It may be the most important item on the agenda: at 10:11 a.m., one minute after the Session officially opened for business, General Conference secretary Erton Köhler read the church’s mission statement to the more than 1,800 assembled delegates. What might appear to an out- sider to be a matter of housekeeping (taking place immediately after dealing with mandatory legalities), the public declaration of the statement provides an all-important frame of reference for everything that will transpire over the days ahead.
“We will start this meeting with mission,” the chair, Artur Stele, explained to the delegates prior to the reading, “and we will end this with mission. . . . Mission is the heart- beat of this church.”
The statement, anchored in both the gospel commission of Matthew 28 and the Three Angels’ Messages of Revelation 14, was presented in three sections: our mission, our method, and our vision. It highlights the reason for the church’s existence and provides the all-important context for the business that will transpire in the hours and days ahead.
Our mission, it declares, is to “make disciples of Jesus Christ who live as His loving witnesses and proclaim to all people the everlasting gospel of the Three Angels’ Messages in preparation for His soon return.” The method of achieving this mission is “through Christ-like living, communicating, discipling, teaching, healing, and serving.” The vision? The anticipation that God will faithfully execute His plan to restore “all His creation to full harmony with His perfect will and righteousness.”
“We are opening the session with the mission statement just to highlight to the delegates that this is our priority,” Köhler explained. “We need to highlight it in all our meetings, and the mission statement is the guide for the rest of the meetings. For this reason, our decision was to start everything by reminding our delegates that we will be guided by that, and this is our priority for everything we do. As a church, here in the Session, or in the local church, or in any part of the world: this is our call.”

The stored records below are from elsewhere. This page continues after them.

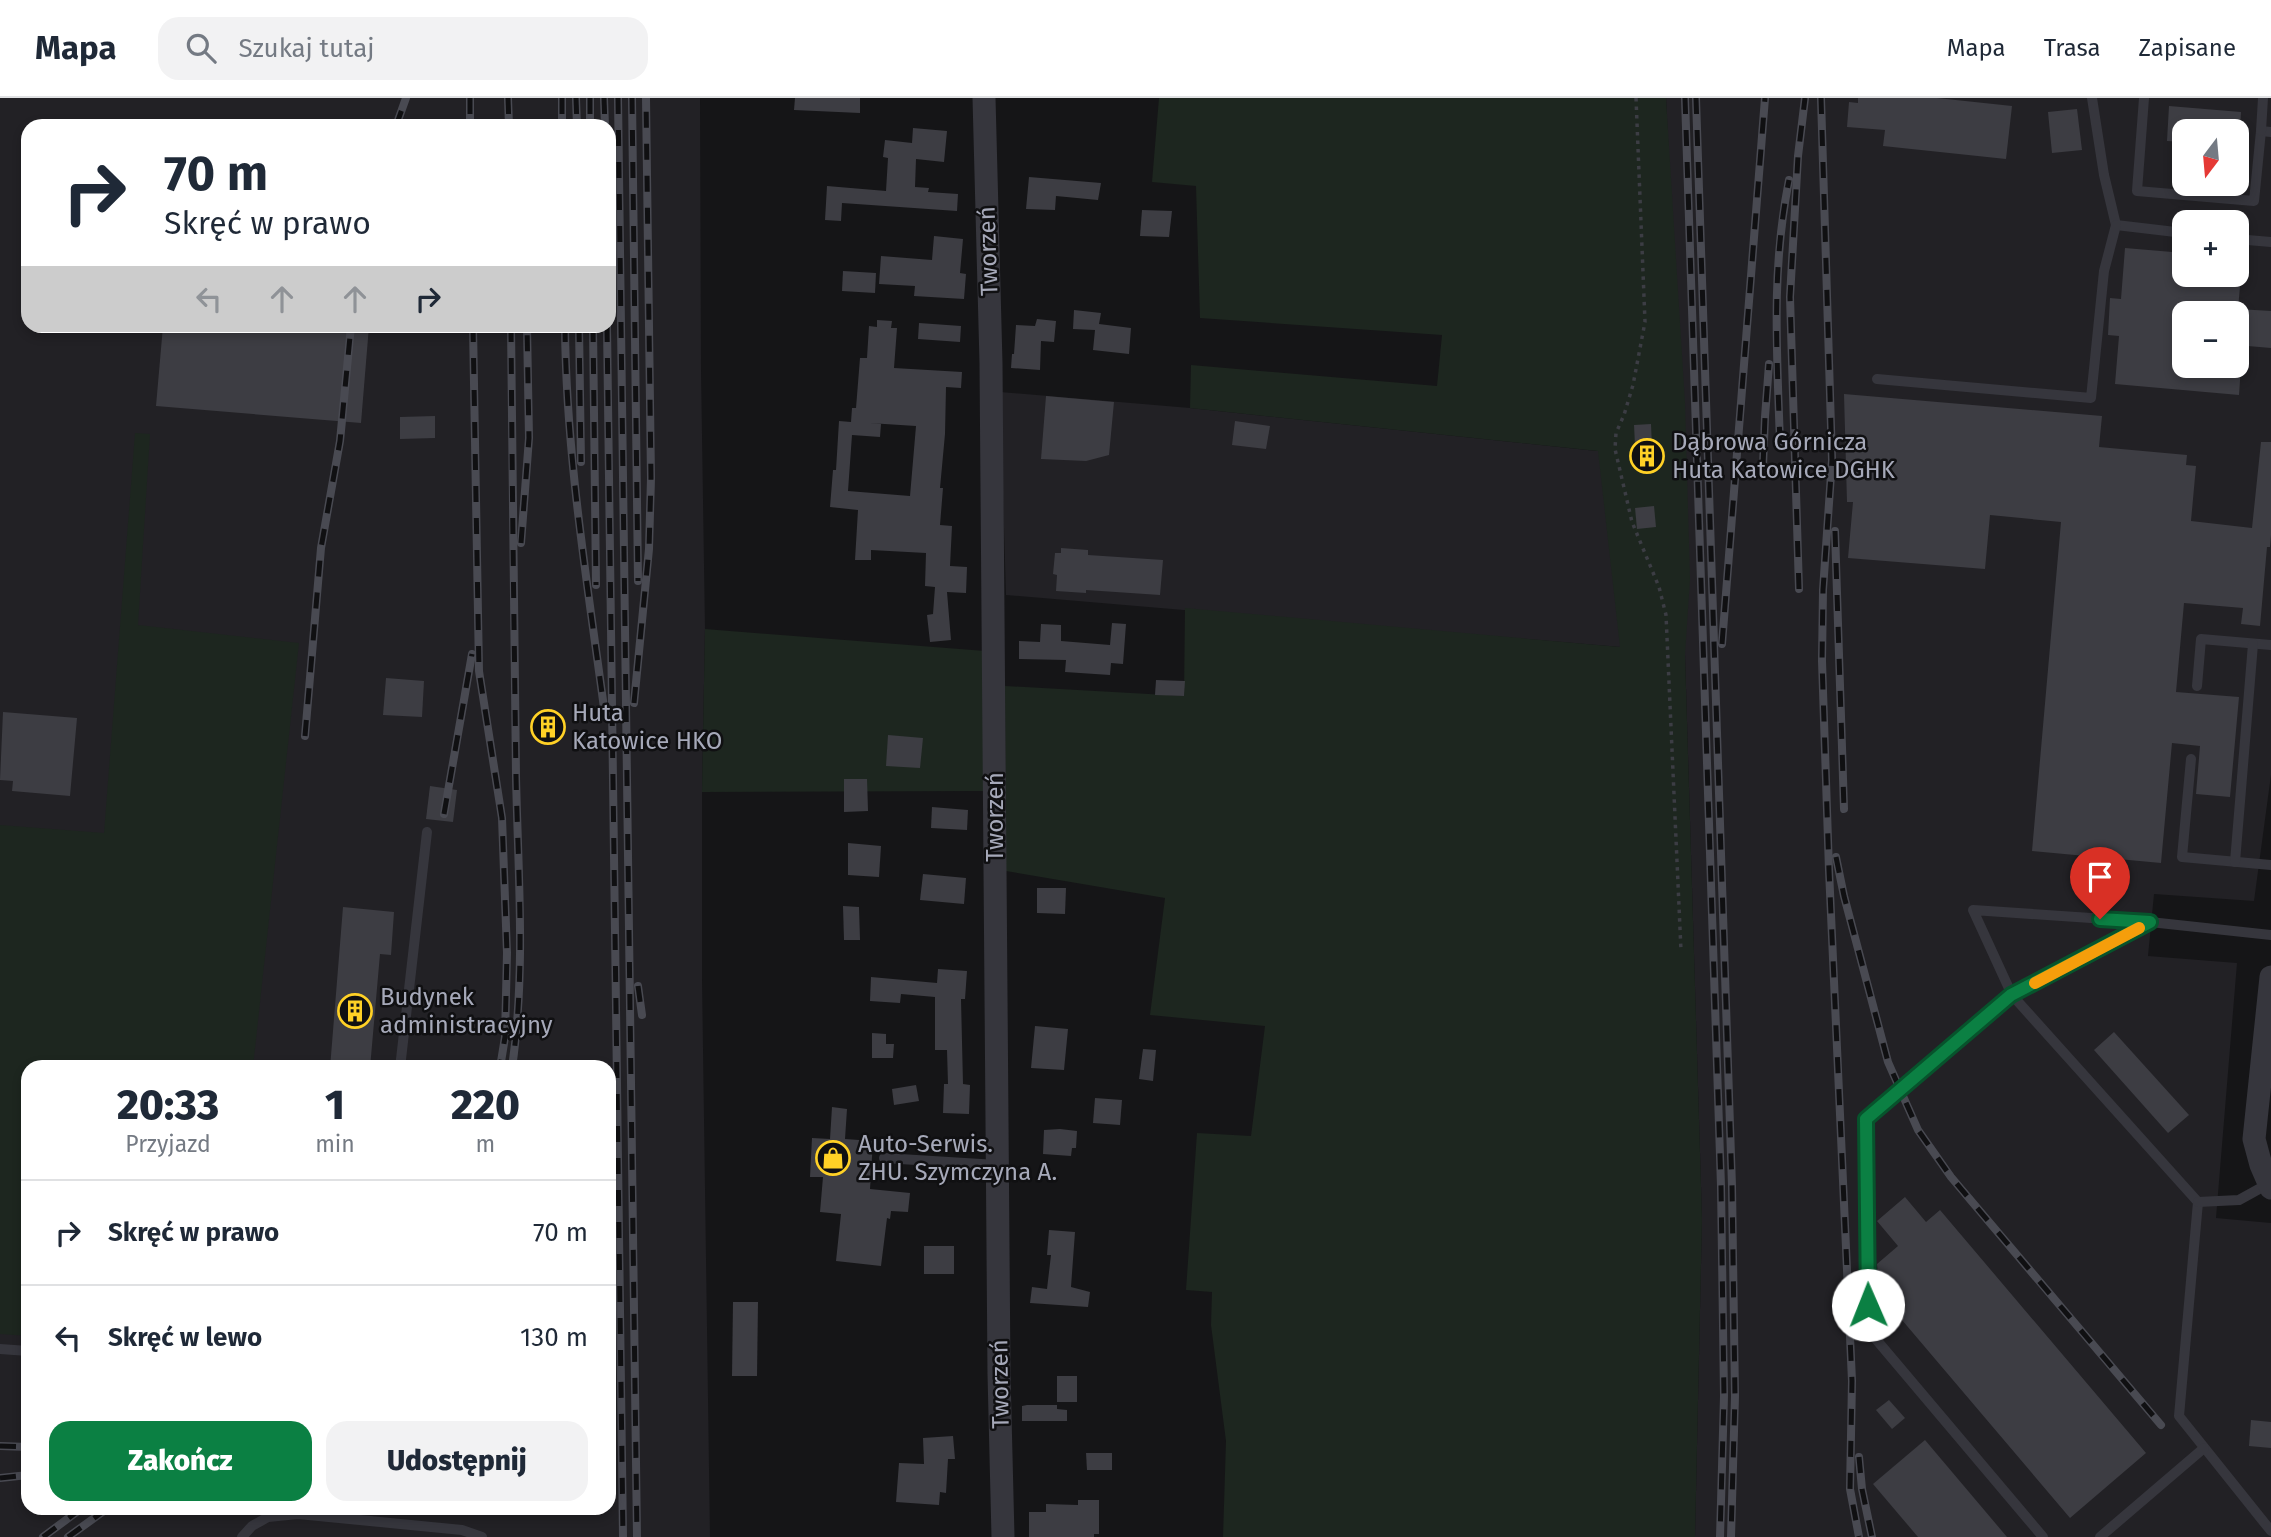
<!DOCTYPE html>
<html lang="pl">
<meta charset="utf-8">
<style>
:root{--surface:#fff;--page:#f2f2f3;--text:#1f2937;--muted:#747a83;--line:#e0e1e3;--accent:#0b8043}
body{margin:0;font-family:"Fira Sans",sans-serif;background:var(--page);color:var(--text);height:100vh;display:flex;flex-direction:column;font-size:26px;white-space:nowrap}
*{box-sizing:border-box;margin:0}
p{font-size:23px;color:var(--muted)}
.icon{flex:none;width:38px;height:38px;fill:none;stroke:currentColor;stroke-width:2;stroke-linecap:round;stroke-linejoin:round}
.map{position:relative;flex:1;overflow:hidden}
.sheet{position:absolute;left:21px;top:962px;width:595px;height:455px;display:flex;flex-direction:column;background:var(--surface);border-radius:21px;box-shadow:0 4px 10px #0003}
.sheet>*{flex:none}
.top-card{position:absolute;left:21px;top:21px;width:595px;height:214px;border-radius:21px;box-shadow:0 4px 10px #0003;background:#fff;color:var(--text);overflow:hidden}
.needle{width:46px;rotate:196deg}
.buttons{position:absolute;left:2172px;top:21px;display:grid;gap:14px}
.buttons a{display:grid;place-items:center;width:77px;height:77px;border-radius:14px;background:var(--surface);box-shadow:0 4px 10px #0003;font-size:35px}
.pin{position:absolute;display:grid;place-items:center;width:60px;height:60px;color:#fff;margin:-72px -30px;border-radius:50% 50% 50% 0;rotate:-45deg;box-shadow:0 0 7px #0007}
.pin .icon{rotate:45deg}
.me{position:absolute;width:77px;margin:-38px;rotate:359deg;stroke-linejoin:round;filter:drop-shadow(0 0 5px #0008)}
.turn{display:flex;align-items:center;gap:24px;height:147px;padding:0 28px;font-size:32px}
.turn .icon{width:91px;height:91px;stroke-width:2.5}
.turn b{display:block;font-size:49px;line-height:60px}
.lanes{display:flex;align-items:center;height:66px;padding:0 28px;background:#0003;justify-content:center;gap:35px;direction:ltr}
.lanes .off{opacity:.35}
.eta{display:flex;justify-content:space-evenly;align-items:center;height:119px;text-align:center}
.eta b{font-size:42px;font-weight:800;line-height:49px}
.cta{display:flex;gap:14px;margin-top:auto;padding:14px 28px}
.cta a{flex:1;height:80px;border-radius:21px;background:var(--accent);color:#fff;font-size:28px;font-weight:800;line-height:80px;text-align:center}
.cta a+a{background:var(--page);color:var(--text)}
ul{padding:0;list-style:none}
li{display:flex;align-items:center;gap:21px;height:105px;padding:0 28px;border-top:2px solid var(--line)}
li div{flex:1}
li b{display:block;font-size:26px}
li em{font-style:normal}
header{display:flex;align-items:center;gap:42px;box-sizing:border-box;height:98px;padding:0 35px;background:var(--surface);border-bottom:2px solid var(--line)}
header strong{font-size:33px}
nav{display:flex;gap:38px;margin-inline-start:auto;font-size:24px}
.search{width:490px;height:63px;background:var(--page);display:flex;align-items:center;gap:18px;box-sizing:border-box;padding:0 24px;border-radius:21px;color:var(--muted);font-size:26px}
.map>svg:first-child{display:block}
.built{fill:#222125;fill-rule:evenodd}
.green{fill:#1d261f}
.building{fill:#3d3d43;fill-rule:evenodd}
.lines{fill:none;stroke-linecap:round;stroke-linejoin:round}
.path{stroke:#3c3d44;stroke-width:3.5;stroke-dasharray:3.5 5;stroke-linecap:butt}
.lane{stroke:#36363d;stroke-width:10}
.street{stroke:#36363d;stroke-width:23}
.rail-casing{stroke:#494a52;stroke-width:8}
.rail{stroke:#101012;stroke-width:5;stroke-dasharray:16;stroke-linecap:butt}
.route-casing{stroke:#07532c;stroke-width:18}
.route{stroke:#0b8043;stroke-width:12}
.slow{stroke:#f59e0b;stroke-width:12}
.labels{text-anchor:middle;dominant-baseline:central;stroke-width:5;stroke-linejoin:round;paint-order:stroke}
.street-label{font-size:24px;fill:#a6a9b9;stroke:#101012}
.poi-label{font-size:24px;fill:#a6a9b9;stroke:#101012;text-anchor:start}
</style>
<header>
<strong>Mapa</strong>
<div class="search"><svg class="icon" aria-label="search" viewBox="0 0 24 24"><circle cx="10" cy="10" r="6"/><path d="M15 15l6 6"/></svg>Szukaj tutaj</div>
<nav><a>Mapa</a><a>Trasa</a><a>Zapisane</a></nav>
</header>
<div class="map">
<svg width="2271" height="1439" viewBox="0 0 2271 1439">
<rect width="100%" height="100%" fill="#151517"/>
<!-- built -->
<g class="built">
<path d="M0,0H700L701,272L705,531L702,694V881L710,1439H0ZM28,28H609V228H28ZM28,970H609V1410H28Z"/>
<path d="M1666,0H2271V677L2254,803L2154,796L2148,858L2237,865L2216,1120L2271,1125V1439H1695L1702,1121L1685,557L1620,549L1006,497L1000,294L1190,310L1597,353L1669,61ZM2184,33H2236V86H2184ZM2184,124H2236V177H2184ZM2184,215H2236V268H2184Z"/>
</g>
<!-- green -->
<g class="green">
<path d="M1159,0H1666L1685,305L1690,481L1685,557L1702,1121L1695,1439H1223L1226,1343L1211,1227L1212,1194L1186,1192L1197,1035L1251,1038L1265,928L1150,917L1165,800L1006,773L1005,588L1184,598L1185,510L1620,549L1598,353L1190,310L1191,267L1437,288L1442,237L1200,220L1196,88L1152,84Z"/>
<path d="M135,335L150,336L138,527L299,545L253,969L28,970V1238L0,1236V727L104,735Z"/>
<path d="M705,531L985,553L983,693L702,694Z"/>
</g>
<!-- building -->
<g class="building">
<path d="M795,0H860V15L794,12Z"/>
<path d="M1858,0H1937L2012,8L2006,61L1883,48L1885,32L1847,29L1849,4L1858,5Z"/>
<path d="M2169,8L2241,14L2240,33H2184V44L2167,43Z"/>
<path d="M2077,11L2082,52L2052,55L2048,14Z"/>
<path d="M913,30L947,33L944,64L916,61L915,89L929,90L928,94L958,96L957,113L842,105L841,123L825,122L827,88L886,93L888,60L883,59L885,42L912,45Z"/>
<path d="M1029,79L1101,85L1098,102L1056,98L1055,112L1026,111Z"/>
<path d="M1142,112L1172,113L1169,139L1140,138Z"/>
<path d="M934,138L963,141L960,175L966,176L964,201L914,198L915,188L879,186L881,158L932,162Z"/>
<path d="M2125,150L2184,155V177H2241L2238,211L2271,213V250L2236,247V215H2184V268H2241L2239,297L2115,286L2119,238L2108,237L2110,200L2121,201Z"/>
<path d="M843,173L876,175L875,195L842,193Z"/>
<path d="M1074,212L1101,215L1099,226L1131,230L1129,256L1093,252L1095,232L1073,231Z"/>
<path d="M1037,221L1056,223L1054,244L1041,243L1040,272L1011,270L1012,256H1014L1016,227L1035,228Z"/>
<path d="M877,222L892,223L891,230H897L894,270L962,274L961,290L946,289L945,336L940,390H943L940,427L952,428L950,468L967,469L966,495L947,494L951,542L930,544L927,517L933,516L935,489L925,488L926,455L871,452V462H855L858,412L830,409L833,372H836L839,323L851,324L852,310H856L860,260H867L869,228L877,229ZM869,325L916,328L910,398L848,393L852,337L880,339L881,326Z"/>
<path d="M919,225L961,228L960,244L918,241Z"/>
<path d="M163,228H369L361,325L156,308Z"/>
<path d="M1844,296L2102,318L2099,349L2187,357L2186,367L2196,368L2191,423L2252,430L2261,344H2271V437L2270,449H2267L2260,528L2241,526L2243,510L2184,505L2176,594L2239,599L2230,699L2196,696L2200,648L2172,645L2161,765L2032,753L2061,424L1990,417L1985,471L1848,460L1853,404H1847Z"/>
<path d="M1046,298L1114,304L1109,357L1086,363L1041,361Z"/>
<path d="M435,318V340L400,341V319Z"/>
<path d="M1235,323L1270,328L1266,351L1232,347Z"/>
<path d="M1651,326L1652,349H1659L1660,367L1636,368L1634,327Z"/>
<path d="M1654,408L1656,429L1637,431L1635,410Z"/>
<path d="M1061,450L1088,452V457L1163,462L1160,497L1086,492V495L1056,493L1057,477L1053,476L1055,455H1061Z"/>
<path d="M1112,525L1126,526L1123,566L1111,565L1110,577L1065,574L1066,562L1019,561V543L1040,544L1041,526L1061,527V543L1110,547Z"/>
<path d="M386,580L424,583L422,619L383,617Z"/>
<path d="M1156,582L1185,583L1184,598L1155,597Z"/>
<path d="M3,614L77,620L70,698L12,693L13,683L0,682Z"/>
<rect x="536" y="619" width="24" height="19"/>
<path d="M888,637L923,640L920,670L886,668Z"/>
<path d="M844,681H867L868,713L844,714Z"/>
<path d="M430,688L457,692L453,724L426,721Z"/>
<path d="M932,709L968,712L967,732L931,730Z"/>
<path d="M848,745L881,748L879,779L848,777Z"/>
<path d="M923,776L966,780L964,806L920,802Z"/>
<path d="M1037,790H1066L1065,816L1037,815Z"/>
<path d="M843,808L859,809L860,842H844Z"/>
<path d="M343,809L394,814L391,857L380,856L370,970H330Z"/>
<path d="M938,871L967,873L965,901H961L963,986L970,987L969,1016L943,1015L944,986H948L947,952H935V899L901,896L900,905L870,903L871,879L937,885Z"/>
<path d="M1035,928L1068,931L1064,972L1031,970Z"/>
<path d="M2114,934L2189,1017L2168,1035L2094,952Z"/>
<path d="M872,935L886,936V946H894L893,960H872Z"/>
<path d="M1143,951L1156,952L1153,983L1139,981Z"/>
<path d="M916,987L919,1003L894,1007L892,991Z"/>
<path d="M1095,1000L1122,1002L1120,1027L1093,1025Z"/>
<path d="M832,1009L847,1011L845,1041L873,1043L870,1091L910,1095L908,1114L891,1113L890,1121L887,1120L881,1168L836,1163L841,1116L820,1114L823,1079H810L812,1040L830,1041Z"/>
<path d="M1060,1031L1077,1033L1076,1050H1072L1071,1058L1043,1056L1044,1032Z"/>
<path d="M1905,1099L1926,1124L1940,1112L2146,1355L2070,1420L1885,1202L1879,1186L1877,1166L1898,1148L1877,1123Z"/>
<path d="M1049,1132L1075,1134L1071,1189L1090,1194L1088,1209L1030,1205L1032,1189L1047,1191L1051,1157H1047Z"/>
<rect x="924" y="1148" width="30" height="28"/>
<path d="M733,1204H758L757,1278H732Z"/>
<rect x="1057" y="1278" width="20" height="26"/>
<path d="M1889,1302L1905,1320L1892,1331L1876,1312Z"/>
<path d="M1027,1307H1057V1311L1067,1312V1323H1022V1308Z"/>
<path d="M2251,1322L2271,1324V1350L2249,1348Z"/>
<path d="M953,1338L955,1361H948L946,1395L940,1394L939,1407L896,1404L899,1365L924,1366L923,1340Z"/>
<path d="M1925,1342L2007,1439H1918L1873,1386Z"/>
<path d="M1086,1355H1112V1372H1087Z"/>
<path d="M1078,1402H1099V1436H1094V1439H1029V1414H1046V1406L1078,1407Z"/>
</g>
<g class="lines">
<!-- path -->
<path class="path" d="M1636,0L1645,224L1633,287L1624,317L1616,335L1615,351L1632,424L1659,489L1666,517L1681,853"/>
<!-- lane -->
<g class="lane">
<path d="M2092,0L2104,77L2116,127L2184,135"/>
<path d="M2144,0L2137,93L2254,103L2261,33L2271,34"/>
<path d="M2261,33L2263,0"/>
<path d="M2236,141L2271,144"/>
<path d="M1877,281L2091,300L2104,173L2116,127"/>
<path d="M2197,588L2201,541L2271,547"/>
<path d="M2191,661L2182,759L2271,767"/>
<path d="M2235,764L2253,546"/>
<path d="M2271,837L2150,824L1973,812L2012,897L2198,1104L2179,1318L2271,1433"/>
<path d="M400,970L427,734"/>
<path d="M884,1060L997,1067"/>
<path d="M2198,1104L2239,1102L2268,1086"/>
<path d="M0,1251L28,1253"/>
<path d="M242,1439L252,1428L268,1419L298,1416L462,1432L482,1439"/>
<path d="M2043,1439L1869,1233L1866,1021L2012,897L2148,826"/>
<path d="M2100,1439L2204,1350"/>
</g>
<!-- street -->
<g class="street">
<path d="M984,0L991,265L999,1276L1003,1439"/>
<path d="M2271,879L2254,1041L2261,1067L2271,1090"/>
</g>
<!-- rail casing -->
<g class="rail-casing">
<g id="rail">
<path d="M470,0V28"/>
<path d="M508,0L509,28"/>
<path d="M562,0V28"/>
<path d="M576,0L577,28"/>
<path d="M590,0V28"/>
<path d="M604,0L605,28"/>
<path d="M618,0L637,1439"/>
<path d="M632,0L638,483"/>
<path d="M1685,0L1721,1088L1724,1298L1720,1439"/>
<path d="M1696,0L1732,1088L1735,1298L1731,1439"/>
<path d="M1821,0L1832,362L1823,492L1822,563L1829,772L1852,1283L1850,1391L1859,1439"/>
<path d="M396,28L406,0"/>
<path d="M473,228L479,573L502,720L507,855L505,939L500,970"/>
<path d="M511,228C512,378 514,528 516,678C518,775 526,873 512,970"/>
<path d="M565,228C566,356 587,483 604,610"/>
<path d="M579,228L581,364"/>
<path d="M593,228L596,487"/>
<path d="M607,228L623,1439"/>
<path d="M1780,345C1777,255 1771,172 1789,82"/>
<path d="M1763,368L1765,319L1769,266"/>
<path d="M1835,433L1844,711"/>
<path d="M521,445L529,340L527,228"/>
<path d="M1799,491L1790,199L1798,58L1805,0"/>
<path d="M1722,546L1765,0"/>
<path d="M634,605L649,451L651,380L646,0"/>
<path d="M305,638L321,450L340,343L351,228"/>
<path d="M444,716L472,556"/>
<path d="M1836,759L1844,798L1888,964L1918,1032L1951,1079L2161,1327"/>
<path d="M638,888L642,917"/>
<path d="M0,1348L28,1349"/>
<path d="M1859,1359L1862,1391L1872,1439"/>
<path d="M0,1380L28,1377"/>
<path d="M43,1439L82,1410"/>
<path d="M68,1439L108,1410"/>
</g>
</g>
<!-- rail -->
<use href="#rail" class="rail"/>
</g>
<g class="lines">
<!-- route casing -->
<g class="route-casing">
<path id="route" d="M1868,1207L1866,1021L2011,897L2150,824L2100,821"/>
</g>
<!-- route -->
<use href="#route" class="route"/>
<!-- slow -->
<path class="slow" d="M2035,885L2139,830"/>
</g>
<!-- icons -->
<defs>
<g id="building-ring" transform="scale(1.75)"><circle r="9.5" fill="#101012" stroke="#ffd126" stroke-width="1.5"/><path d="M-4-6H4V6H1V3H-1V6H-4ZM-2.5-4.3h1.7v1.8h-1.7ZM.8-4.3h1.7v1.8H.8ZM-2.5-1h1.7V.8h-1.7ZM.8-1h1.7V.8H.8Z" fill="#ffd126"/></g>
<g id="shop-ring" transform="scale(1.75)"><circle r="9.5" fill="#101012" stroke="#ffd126" stroke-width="1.5"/><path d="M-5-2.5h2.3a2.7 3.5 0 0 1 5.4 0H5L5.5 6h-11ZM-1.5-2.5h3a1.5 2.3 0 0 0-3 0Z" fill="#ffd126"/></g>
</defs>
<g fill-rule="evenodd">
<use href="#building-ring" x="1647" y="358"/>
<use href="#building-ring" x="548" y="629"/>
<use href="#building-ring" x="355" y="913"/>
<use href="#shop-ring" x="833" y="1060"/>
</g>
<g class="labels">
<!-- street labels -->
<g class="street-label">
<text transform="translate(988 153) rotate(-92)">Tworzeń</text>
<text transform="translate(995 719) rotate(-90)">Tworzeń</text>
<text transform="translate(1000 1286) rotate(-91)">Tworzeń</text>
</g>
<!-- poi labels -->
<g class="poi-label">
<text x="1672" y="344">Dąbrowa Górnicza<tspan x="1672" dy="28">Huta Katowice DGHK</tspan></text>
<text x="572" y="615">Huta<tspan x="572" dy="28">Katowice HKO</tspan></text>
<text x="380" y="899">Budynek<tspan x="380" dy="28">administracyjny</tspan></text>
<text x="858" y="1046">Auto-Serwis.<tspan x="858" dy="28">ZHU. Szymczyna A.</tspan></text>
</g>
</g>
</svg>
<div class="buttons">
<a><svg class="needle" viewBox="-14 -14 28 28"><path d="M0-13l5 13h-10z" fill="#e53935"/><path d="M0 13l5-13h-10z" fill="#747a83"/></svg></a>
<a>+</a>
<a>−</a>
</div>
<div class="pin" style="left:2100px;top:821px;background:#d93025"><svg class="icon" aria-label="arrive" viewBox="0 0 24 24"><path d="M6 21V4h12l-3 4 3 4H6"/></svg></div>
<svg class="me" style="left:1868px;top:1207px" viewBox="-20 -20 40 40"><circle r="19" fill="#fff"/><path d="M0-13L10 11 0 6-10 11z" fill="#0b8043"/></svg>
<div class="top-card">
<div class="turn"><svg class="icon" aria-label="right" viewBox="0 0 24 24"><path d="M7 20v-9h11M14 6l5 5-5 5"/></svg><div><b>70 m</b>Skręć w prawo</div></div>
<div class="lanes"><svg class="icon off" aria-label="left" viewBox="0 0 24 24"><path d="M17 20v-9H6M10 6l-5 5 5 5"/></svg><svg class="icon off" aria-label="ahead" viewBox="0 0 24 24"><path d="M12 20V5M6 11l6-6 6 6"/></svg><svg class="icon off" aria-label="ahead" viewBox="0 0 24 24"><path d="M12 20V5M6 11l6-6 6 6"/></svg><svg class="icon" aria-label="right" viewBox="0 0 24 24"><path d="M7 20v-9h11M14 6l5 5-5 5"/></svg></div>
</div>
<section class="sheet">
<div class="eta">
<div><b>20:33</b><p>Przyjazd</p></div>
<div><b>1</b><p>min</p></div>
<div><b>220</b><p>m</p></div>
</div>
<ul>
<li><svg class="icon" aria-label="right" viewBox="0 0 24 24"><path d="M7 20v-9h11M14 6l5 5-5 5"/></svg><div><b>Skręć w prawo</b></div><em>70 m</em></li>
<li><svg class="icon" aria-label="left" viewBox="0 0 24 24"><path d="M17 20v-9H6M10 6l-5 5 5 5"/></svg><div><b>Skręć w lewo</b></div><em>130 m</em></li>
</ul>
<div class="cta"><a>Zakończ</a><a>Udostępnij</a></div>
</section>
</div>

The mission statement grounds the church firmly in its apostolic past on the Mount of Ascension (Acts 1) and anchors the hearts of delegates in our ultimate hope: the resolution of the great controversy. It reminds us that although the agenda is replete with seemingly mundane tasks, the delegates are about to touch holy things. It serves as a standard by which the ideas to be presented on the floor can be assessed: Would this move us closer to or away from our mission?
The Adventist Church has assembled. We labor in diverse cultures and languages, but this is what we all agree on and will continue to agree on when we return home, declaring ourselves to be in harmony with Christ: “The Son of Man has come to seek and to save that which was lost” (Luke 19:10, NKJV).
It was only right that the next order of business at the session was a baptism.